Giro d'Italia 2017 full route map

Tom Dumoulin (Team Sunweb) won the 2017 Giro d’Italia in nail-biting fashion after over-turning a 53-second deficit on the final day to beat Nairo Quintana (Movistar) into second place.

Dumoulin began the day in fourth place, but the last-day time trial was always likely to play to the Dutchman’s strengths. The only question was whether the 29km course was long enough for Dumoulin to take the win – and whether he had enough left in the tank after a gruelling three-week Grand Tour.

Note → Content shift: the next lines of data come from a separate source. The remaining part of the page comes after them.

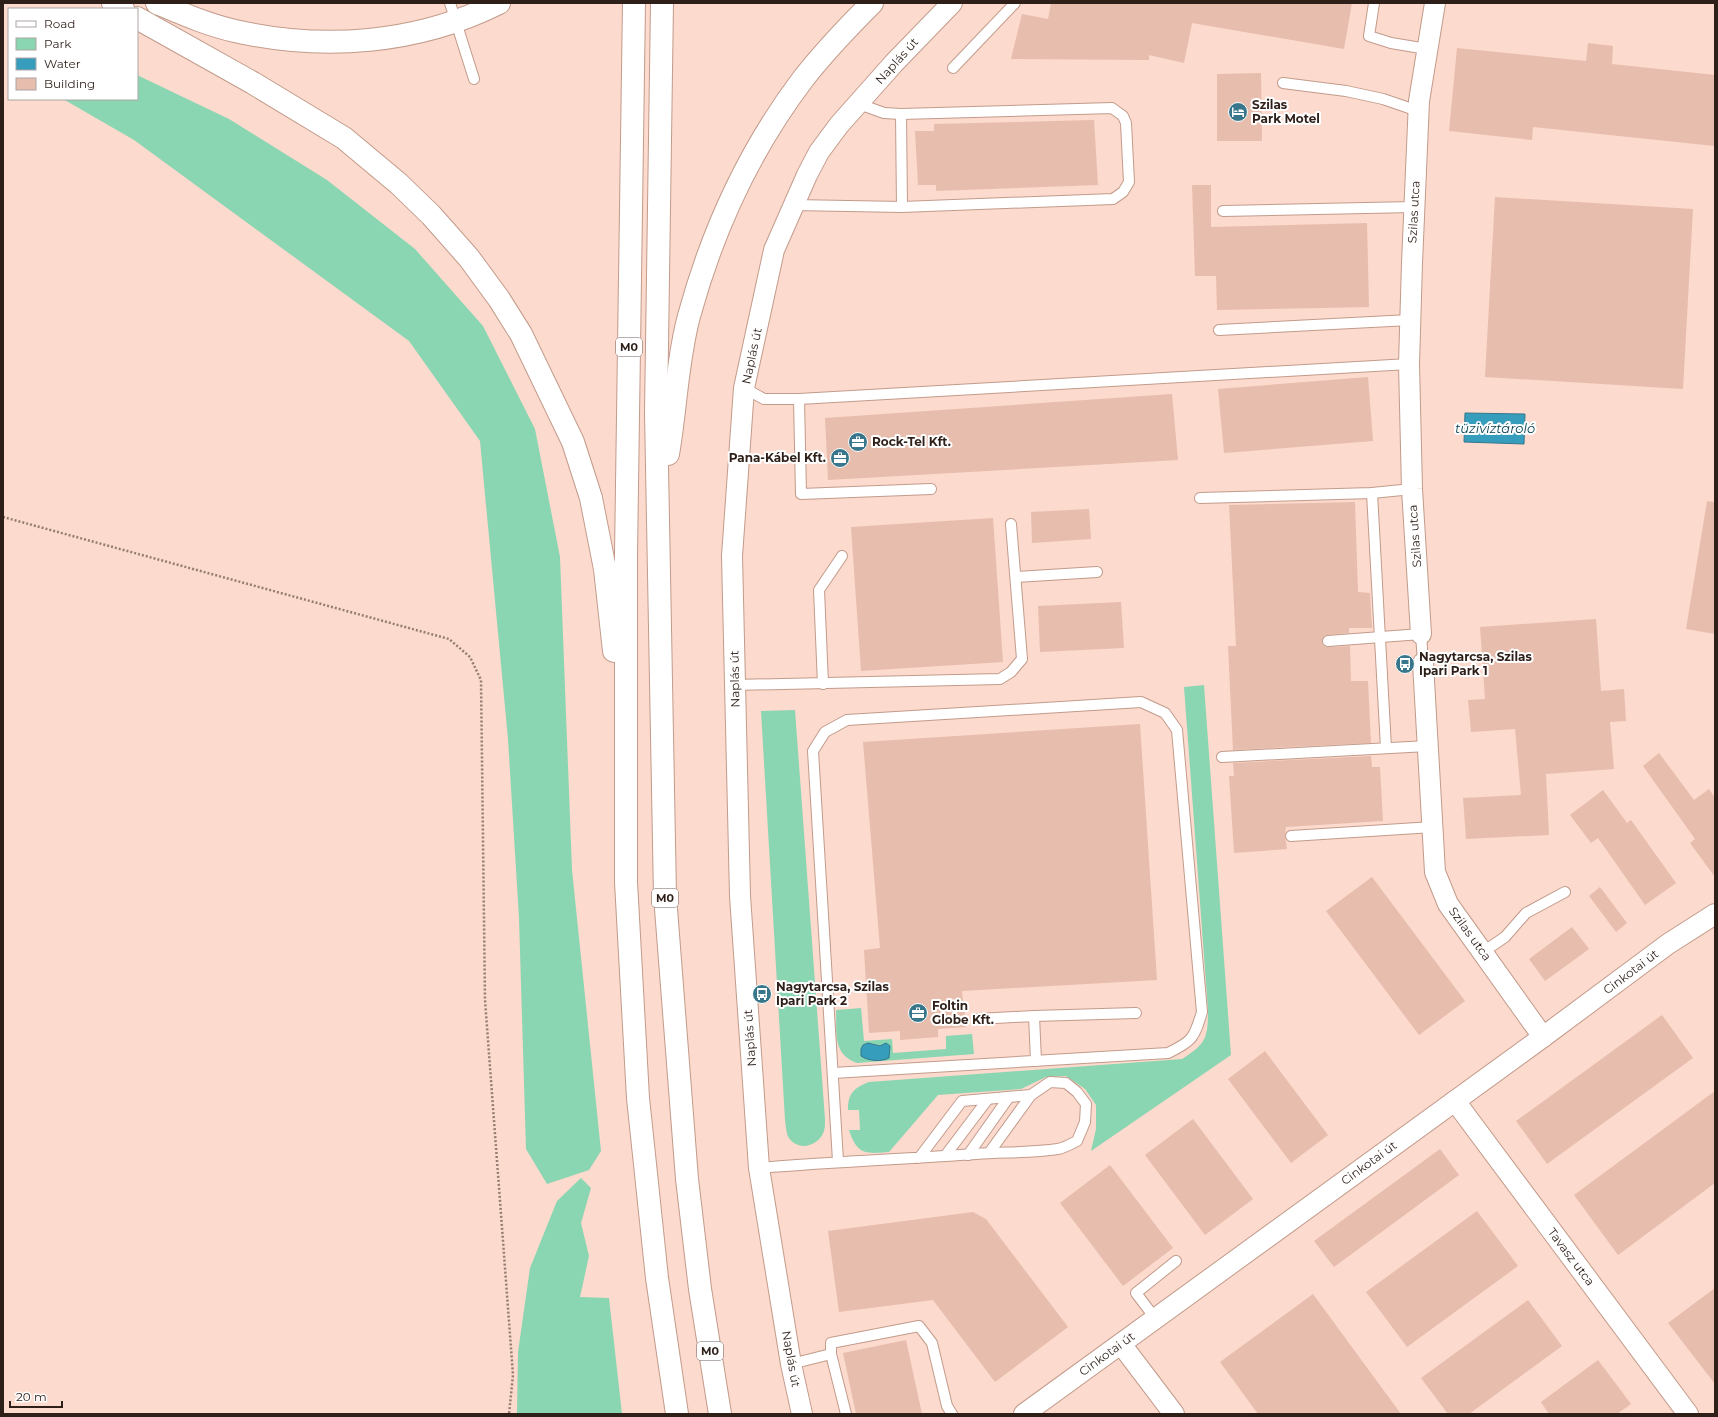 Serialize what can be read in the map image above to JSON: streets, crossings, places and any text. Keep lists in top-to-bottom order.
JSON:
{
  "streets": {
    "highway": ["M0"],
    "street": [
      "Naplás út",
      "Szilas utca",
      "Cinkotai út",
      "Tavasz utca"
    ]
  },
  "crossings": [
    ["Szilas utca", "Cinkotai út"],
    ["Cinkotai út", "Tavasz utca"]
  ],
  "water": ["tüzivíztároló"],
  "places": {
    "hotel": ["Szilas Park Motel"],
    "office": ["Rock-Tel Kft.", "Pana-Kábel Kft.", "Foltin Globe Kft."],
    "bus stop": ["Nagytarcsa, Szilas Ipari Park 1", "Nagytarcsa, Szilas Ipari Park 2"]
  },
  "legend": [
    "Road",
    "Park",
    "Water",
    "Building"
  ],
  "scale_bar": "20 m"
}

Quintana did enough to hold onto second place, with home favourite Vincenzo Nibali (Bahrain-Merida) having to settle for third.

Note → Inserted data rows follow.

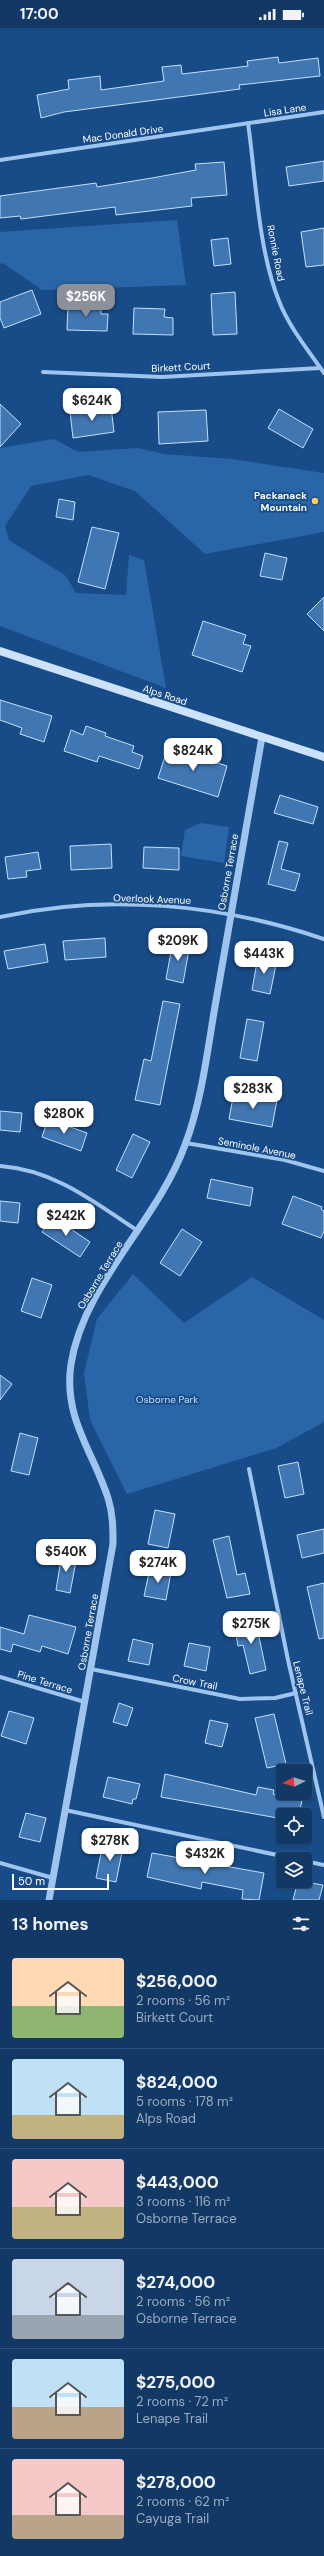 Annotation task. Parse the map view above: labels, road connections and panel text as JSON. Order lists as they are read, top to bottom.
{
  "streets": {
    "main road": ["Alps Road"],
    "street": [
      "Lisa Lane",
      "Mac Donald Drive",
      "Ronnie Road",
      "Birkett Court",
      "Osborne Terrace",
      "Overlook Avenue",
      "Seminole Avenue",
      "Pine Terrace",
      "Crow Trail",
      "Lenape Trail"
    ]
  },
  "crossings": [
    ["Lisa Lane", "Mac Donald Drive"],
    ["Lisa Lane", "Ronnie Road"],
    ["Mac Donald Drive", "Ronnie Road"],
    ["Ronnie Road", "Birkett Court"],
    ["Alps Road", "Osborne Terrace"],
    ["Osborne Terrace", "Overlook Avenue"],
    ["Osborne Terrace", "Seminole Avenue"],
    ["Osborne Terrace", "Pine Terrace"],
    ["Osborne Terrace", "Crow Trail"],
    ["Crow Trail", "Lenape Trail"]
  ],
  "parks": ["Osborne Park"],
  "places": ["Packanack Mountain"],
  "scale_bar": "50 m",
  "north": "left",
  "page": {
    "status": "17:00",
    "price": [
      "$256K",
      "$624K",
      "$824K",
      "$209K",
      "$443K",
      "$283K",
      "$280K",
      "$242K",
      "$540K",
      "$274K",
      "$275K",
      "$278K",
      "$432K"
    ],
    "scale": "50 m",
    "heading": "13 homes",
    "list": [
      {
        "name": "$256,000",
        "note": "2 rooms · 56 m² · Birkett Court"
      },
      {
        "name": "$824,000",
        "note": "5 rooms · 178 m² · Alps Road"
      },
      {
        "name": "$443,000",
        "note": "3 rooms · 116 m² · Osborne Terrace"
      },
      {
        "name": "$274,000",
        "note": "2 rooms · 56 m² · Osborne Terrace"
      },
      {
        "name": "$275,000",
        "note": "2 rooms · 72 m² · Lenape Trail"
      },
      {
        "name": "$278,000",
        "note": "2 rooms · 62 m² · Cayuga Trail"
      }
    ]
  }
} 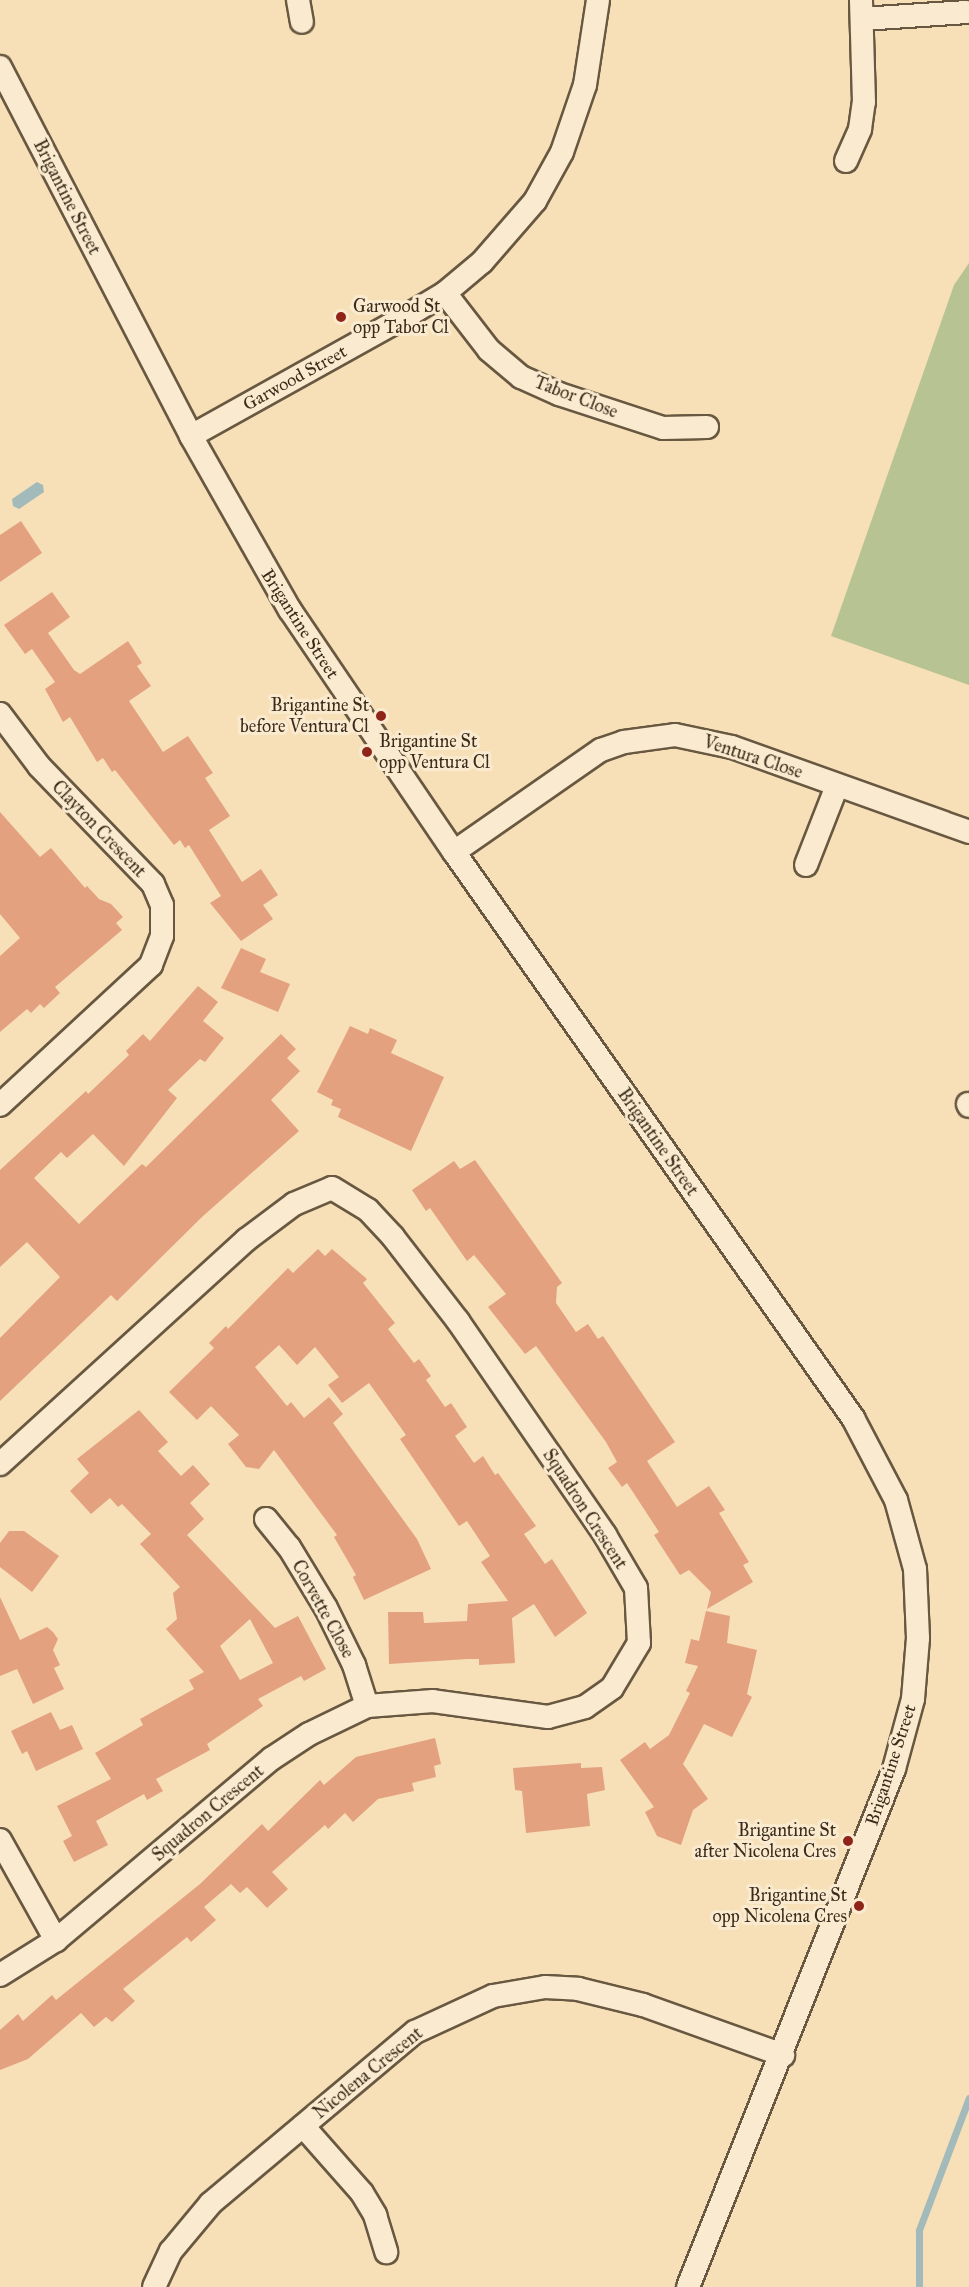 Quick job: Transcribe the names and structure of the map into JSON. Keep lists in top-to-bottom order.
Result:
{
  "streets": {
    "street": [
      "Brigantine Street",
      "Garwood Street",
      "Tabor Close",
      "Ventura Close",
      "Clayton Crescent",
      "Squadron Crescent",
      "Corvette Close",
      "Nicolena Crescent"
    ]
  },
  "crossings": [
    ["Brigantine Street", "Garwood Street"],
    ["Brigantine Street", "Ventura Close"],
    ["Brigantine Street", "Nicolena Crescent"],
    ["Garwood Street", "Tabor Close"],
    ["Squadron Crescent", "Corvette Close"]
  ],
  "places": [
    "Garwood St opp Tabor Cl",
    "Brigantine St before Ventura Cl",
    "Brigantine St opp Ventura Cl",
    "Brigantine St after Nicolena Cres",
    "Brigantine St opp Nicolena Cres"
  ]
}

Also up for grabs on the final day was the white jersey for the best young rider. Adam Yates (Orica-Scott) began the stage in white with a 28-second advantage, but Bob Jungels (Quick-Step Floors) ate up the gap to seize the jersey.

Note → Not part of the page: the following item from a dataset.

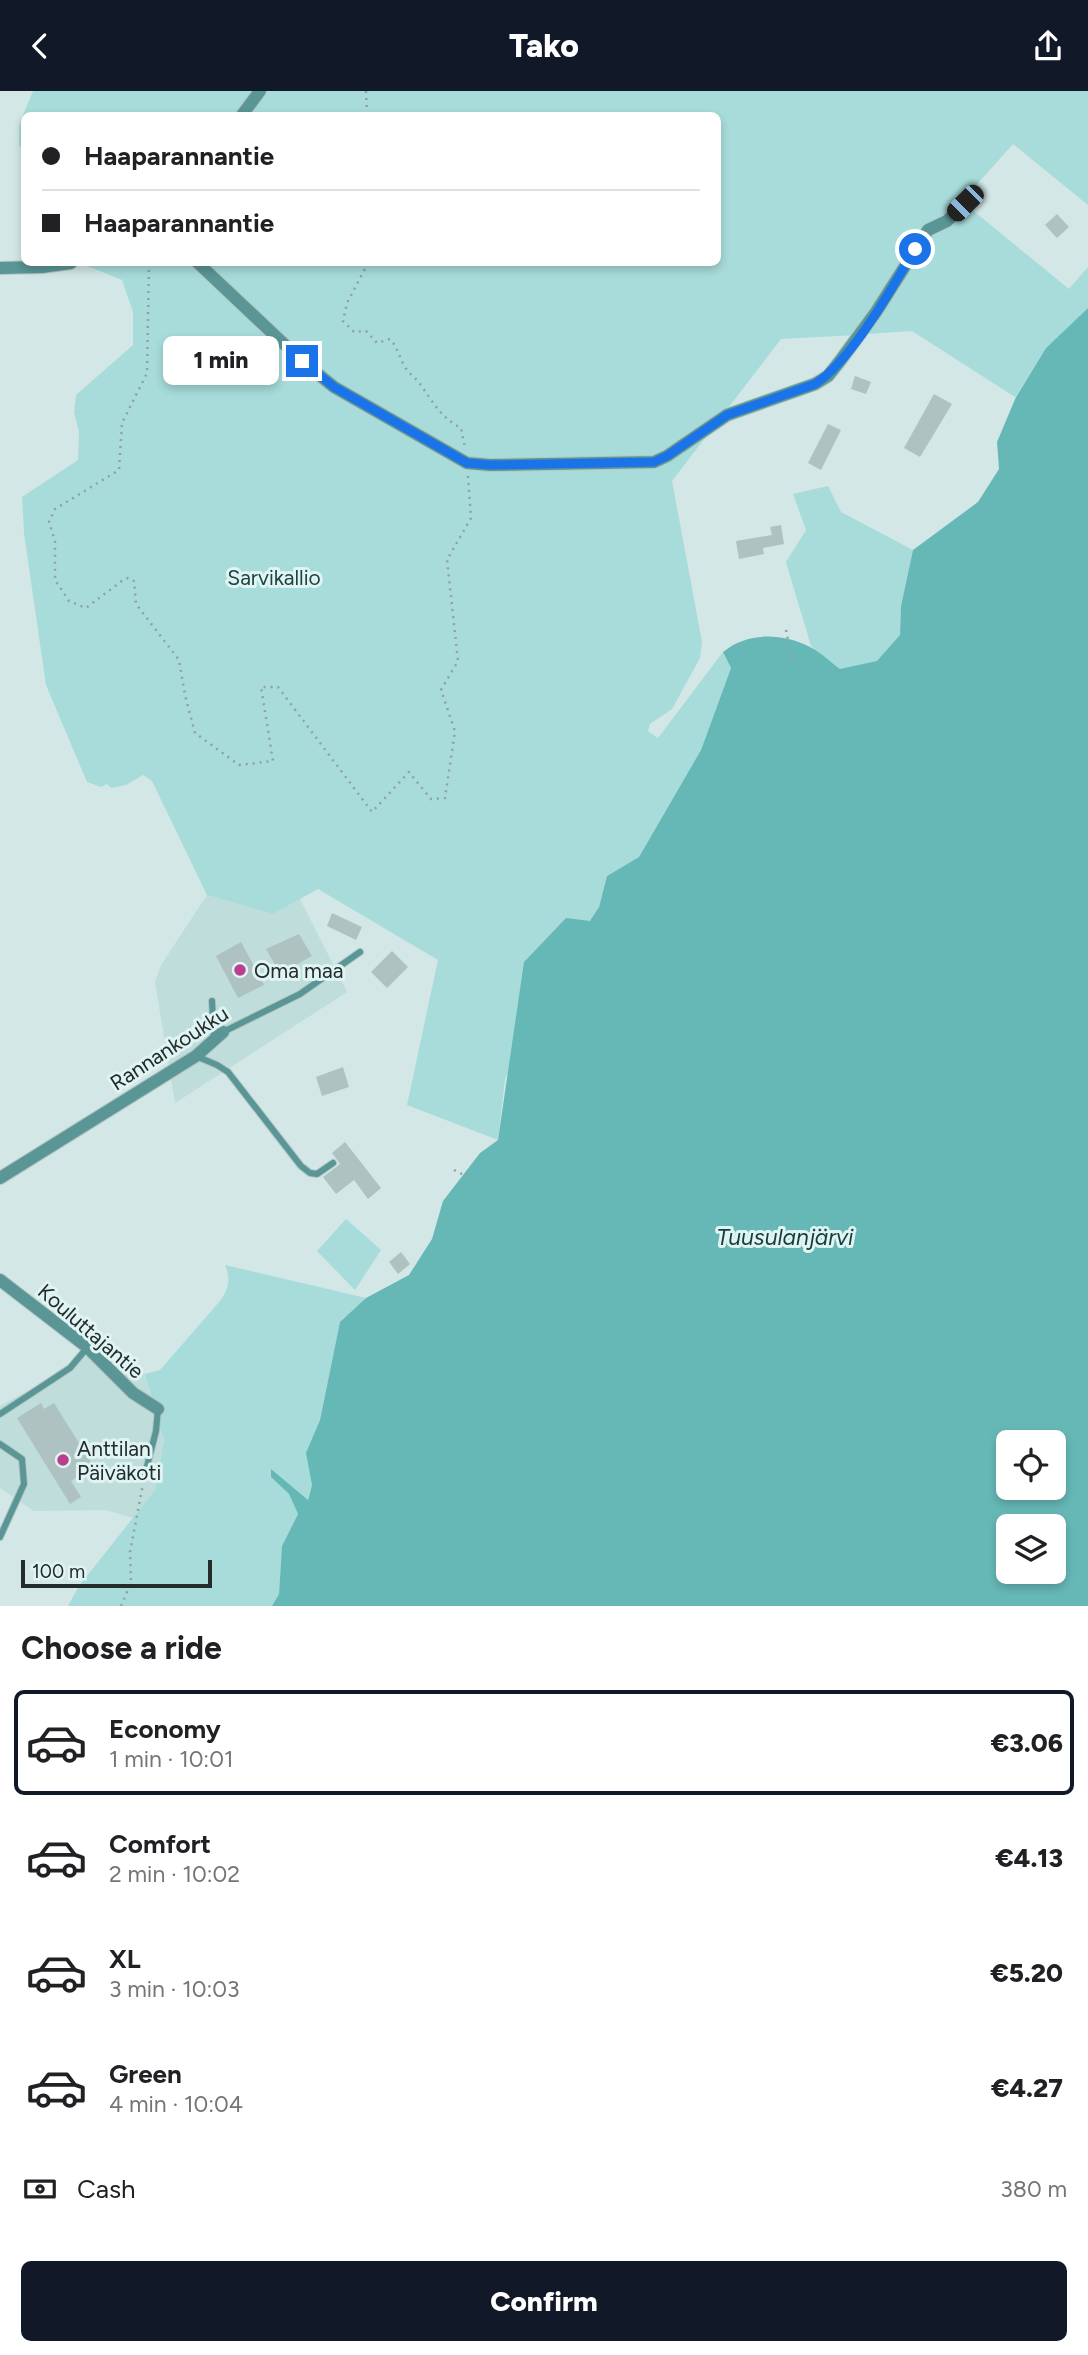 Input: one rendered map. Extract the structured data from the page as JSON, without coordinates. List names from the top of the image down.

Fernando Gaviria (Quick-Step Floors) took the points jersey after an astonishing Grand Tour debut in which he claimed four sprint victories, while Mikel Landa (Team Sky) rescued a difficult race for Sky with a strong ride for the King of the Mountains.

Final general classification

1. Tom Dumoulin (Ned) Team Sunweb, in 90-34-54
2. Nairo Quintana (Col) Movistar Team, at 31 secs
3. Vincenzo Nibali (Ita) Bahrain-Merida, at 40 secs
4. Thibaut Pinot (Fra) FDJ, at 1-17
5. Ilnur Zakarin (Rus) Katusha-Alpecin, at 1-56
6. Domenico Pozzovivo (Ita) AG2R La Mondiale, at 3-11
7. Bauke Mollema (Ned) Trek-Segafredo, at 3-41
8. Bob Jungels (Lux) Quick-Step Floors, at 7-04
9. Adam Yates (GBr) Orica-Scott, at 8-10
10. Davide Formolo (Ita) Cannondale-Drapac, at 15-17

Final points classification

1. Fernando Gaviria (Col) Quick-Step Floors (325)
2. Jasper Stuyven (Bel) Trek-Segafredo (192)
3. Sam Bennett (Irl) Bora-Hansgrohe (117)4
4. Daniel Teklehaimanot (Eri) Dimension Data (100)
5. Lukas Pöstlberger (Aut) Bora-Hansgrohe (98)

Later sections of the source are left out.